(Dataset items)
┌────────

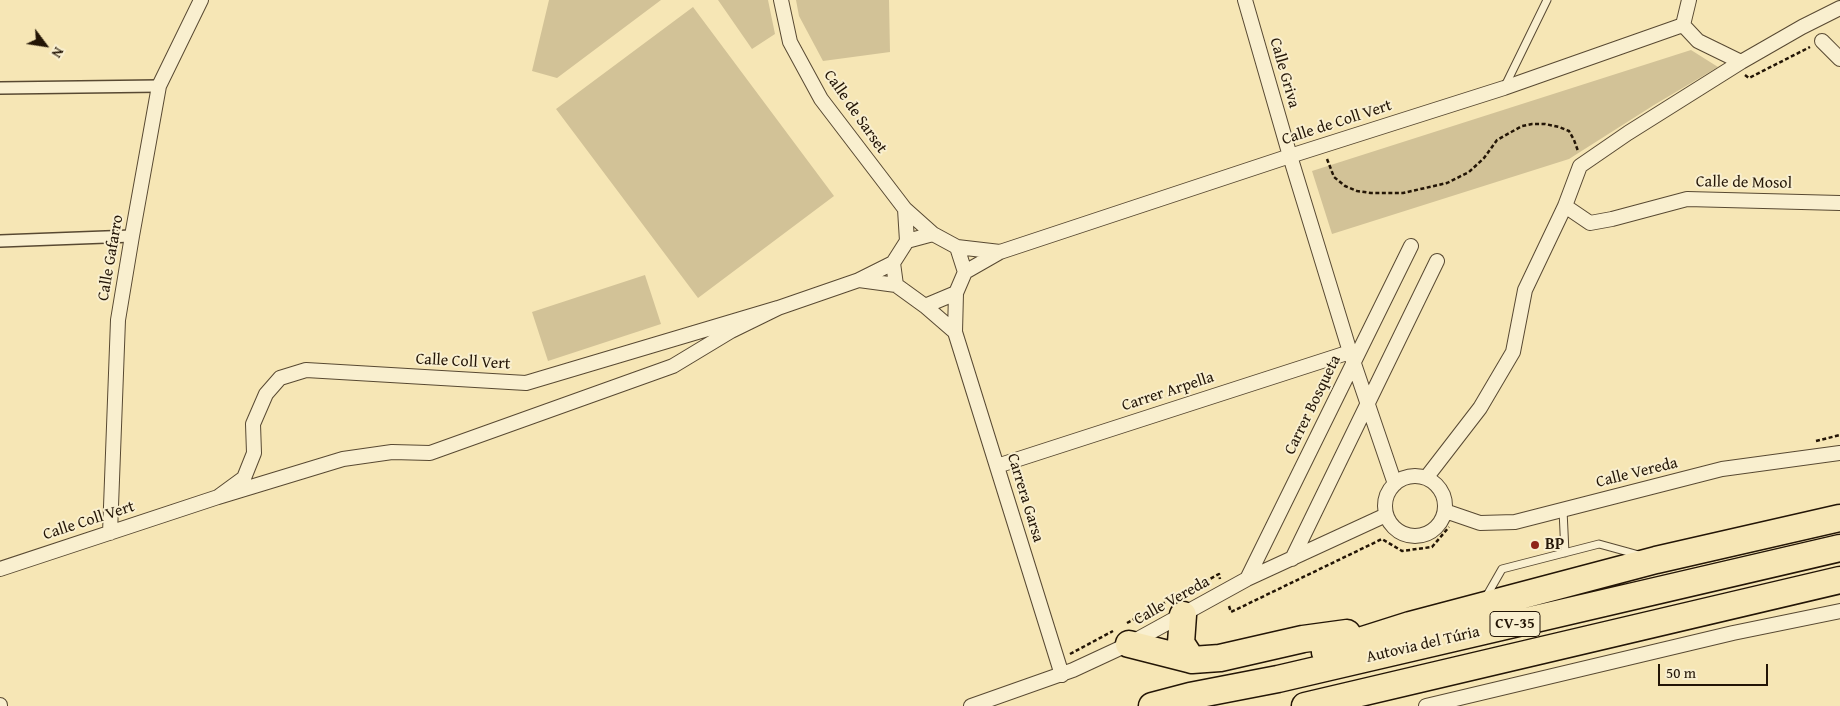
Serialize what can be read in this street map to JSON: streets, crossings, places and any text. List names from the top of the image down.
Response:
{
  "streets": {
    "highway": ["CV-35", "Autovia del Túria"],
    "street": [
      "Calle Griva",
      "Calle de Sarset",
      "Calle de Coll Vert",
      "Calle de Mosol",
      "Calle Gafarro",
      "Calle Coll Vert",
      "Carrer Arpella",
      "Carrer Bosqueta",
      "Calle Vereda",
      "Carrera Garsa"
    ]
  },
  "crossings": [
    ["Calle Griva", "Calle de Coll Vert"],
    ["Calle Griva", "Carrer Arpella"],
    ["Calle Griva", "Carrer Bosqueta"],
    ["Calle Griva", "Calle Vereda"],
    ["Calle de Sarset", "Calle de Coll Vert"],
    ["Calle de Sarset", "Calle Coll Vert"],
    ["Calle de Sarset", "Carrera Garsa"],
    ["Calle de Coll Vert", "Calle Coll Vert"],
    ["Calle de Coll Vert", "Carrera Garsa"],
    ["Calle Gafarro", "Calle Coll Vert"],
    ["Calle Coll Vert", "Carrera Garsa"],
    ["Carrer Arpella", "Carrer Bosqueta"],
    ["Carrer Arpella", "Carrera Garsa"],
    ["Carrer Bosqueta", "Calle Vereda"],
    ["Calle Vereda", "Carrera Garsa"]
  ],
  "places": ["BP"],
  "scale_bar": "50 m",
  "north": "bottom right"
}
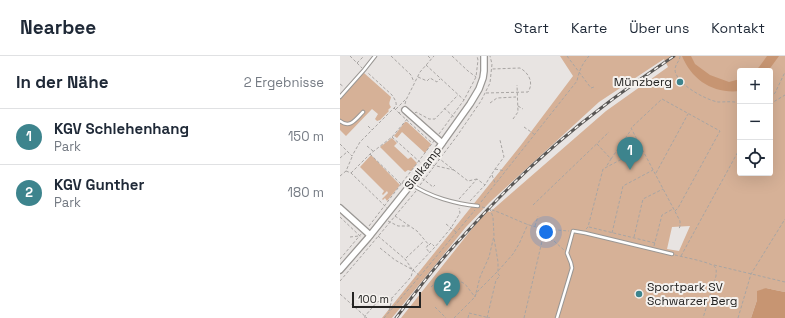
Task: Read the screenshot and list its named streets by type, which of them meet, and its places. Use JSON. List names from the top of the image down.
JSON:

└────────

• _Instructions to follow_
Line by line, write out the records above exactly, skipping the pictures.

• _Response to the exercise_
Serialize what can be read in this street map to JSON: streets, crossings, places and any text. List names from the top of the image down.
Response:
{
  "streets": {
    "highway": ["CV-35", "Autovia del Túria"],
    "street": [
      "Calle Griva",
      "Calle de Sarset",
      "Calle de Coll Vert",
      "Calle de Mosol",
      "Calle Gafarro",
      "Calle Coll Vert",
      "Carrer Arpella",
      "Carrer Bosqueta",
      "Calle Vereda",
      "Carrera Garsa"
    ]
  },
  "crossings": [
    ["Calle Griva", "Calle de Coll Vert"],
    ["Calle Griva", "Carrer Arpella"],
    ["Calle Griva", "Carrer Bosqueta"],
    ["Calle Griva", "Calle Vereda"],
    ["Calle de Sarset", "Calle de Coll Vert"],
    ["Calle de Sarset", "Calle Coll Vert"],
    ["Calle de Sarset", "Carrera Garsa"],
    ["Calle de Coll Vert", "Calle Coll Vert"],
    ["Calle de Coll Vert", "Carrera Garsa"],
    ["Calle Gafarro", "Calle Coll Vert"],
    ["Calle Coll Vert", "Carrera Garsa"],
    ["Carrer Arpella", "Carrer Bosqueta"],
    ["Carrer Arpella", "Carrera Garsa"],
    ["Carrer Bosqueta", "Calle Vereda"],
    ["Calle Vereda", "Carrera Garsa"]
  ],
  "places": ["BP"],
  "scale_bar": "50 m",
  "north": "bottom right"
}
Task: Read the screenshot and list its named streets by type, which of them meet, and its places. Use JSON. List names from the top of the image down.
JSON:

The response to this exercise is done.